Read LAS

Category: Mega-Polis → Gathering → Gathering Design Tools
Node ID: SvMegapolisReadLas
Tooltip: Read a LAS Point Cloud File
Dependencies: laspy, numpy

Functionality

Reads a LAS point cloud file using laspy, converts point coordinates into real-world XYZ values (applying LAS header scales and offsets), and outputs:

  • 3D point coordinates (as Sverchok vertices)
  • the decimated LAS point record data
  • intensity values
  • classification codes
  • per-point RGBA colours derived from a built-in LAS classification palette

A subsampling_factor parameter allows you to reduce point count by taking every Nth point for performance.

Inputs

Socket Type Description
Path SvFilePathSocket Path to a .las file.

Parameters

Name Type Default Description
subsampling_factor Int 1 Decrease the number of points by a factor.
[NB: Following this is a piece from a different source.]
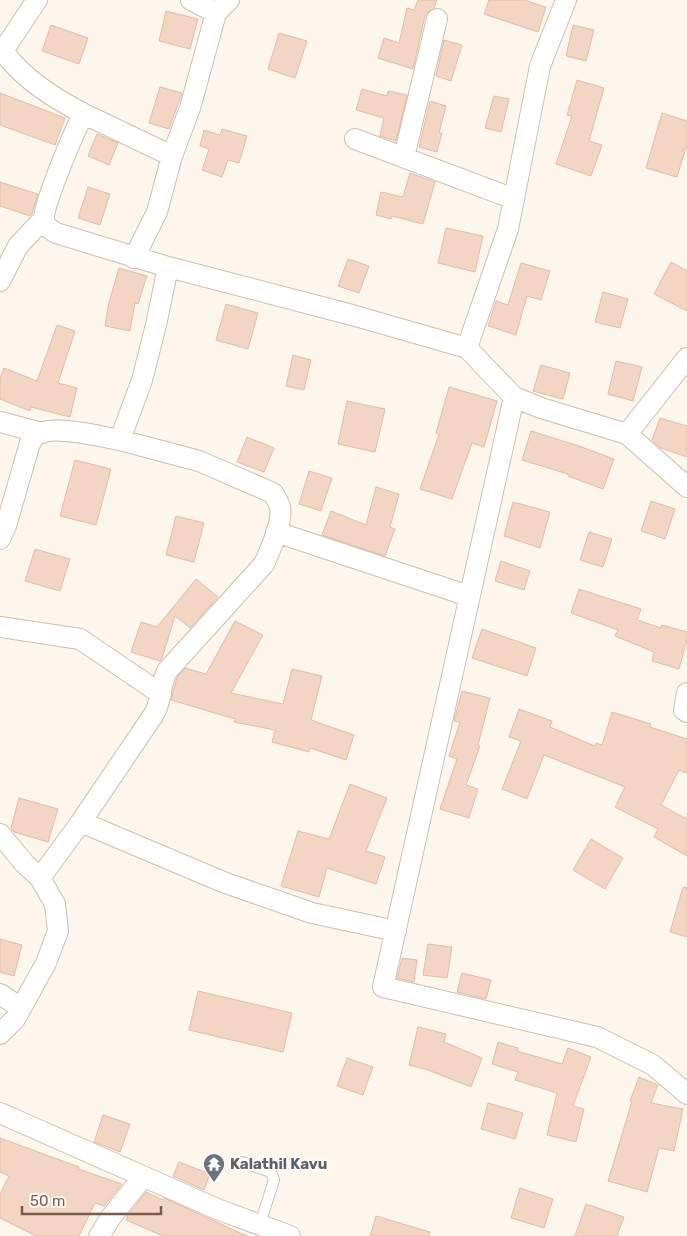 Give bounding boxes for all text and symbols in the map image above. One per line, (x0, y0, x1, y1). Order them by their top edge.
temple icon: Kalathil Kavu (202, 1152, 226, 1183)
place label: Kalathil Kavu (230, 1155, 327, 1173)
scale bar (22, 1184, 161, 1216)
text: 50 m (30, 1192, 65, 1210)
Uses Python slicing points[::subsampling_factor]. Minimum = 1.

Outputs

Socket Type Description
Points SvVerticesSocket Decimated point coordinates as (x, y, z) float values computed from LAS integer coords using header scales/offsets.
Points Data SvStringsSocket Decimated LAS point record (las[::subsampling_factor]).
Intensity SvStringsSocket Decimated intensity values (cast to uint32).
Classification SvStringsSocket Decimated classification codes (as a list).
Classification Colours SvStringsSocket Decimated RGBA colours per point, mapped from classification codes via an internal lookup table.

Example

Minimal workflow

  1. Add Read LAS node.
  2. Connect a .las file to Path.
  3. (Optional) Set subsampling_factor to e.g. 10 for faster previews.
  4. Connect:
    • Points → your point viewer / point-to-mesh workflow
    • Classification Colours → viewer colour input (if available in your pipeline)
    • Intensity / Classification → downstream filtering / analysis nodes

Notes

  • Coordinate conversion uses:
    X = las.X * scale_x + offset_x (same for Y, Z).
  • The classification colour palette is hard-coded in the node (common LAS classes like ground, vegetation, building, water, etc.).
  • Very large LAS files can be heavy—use subsampling_factor early in the graph.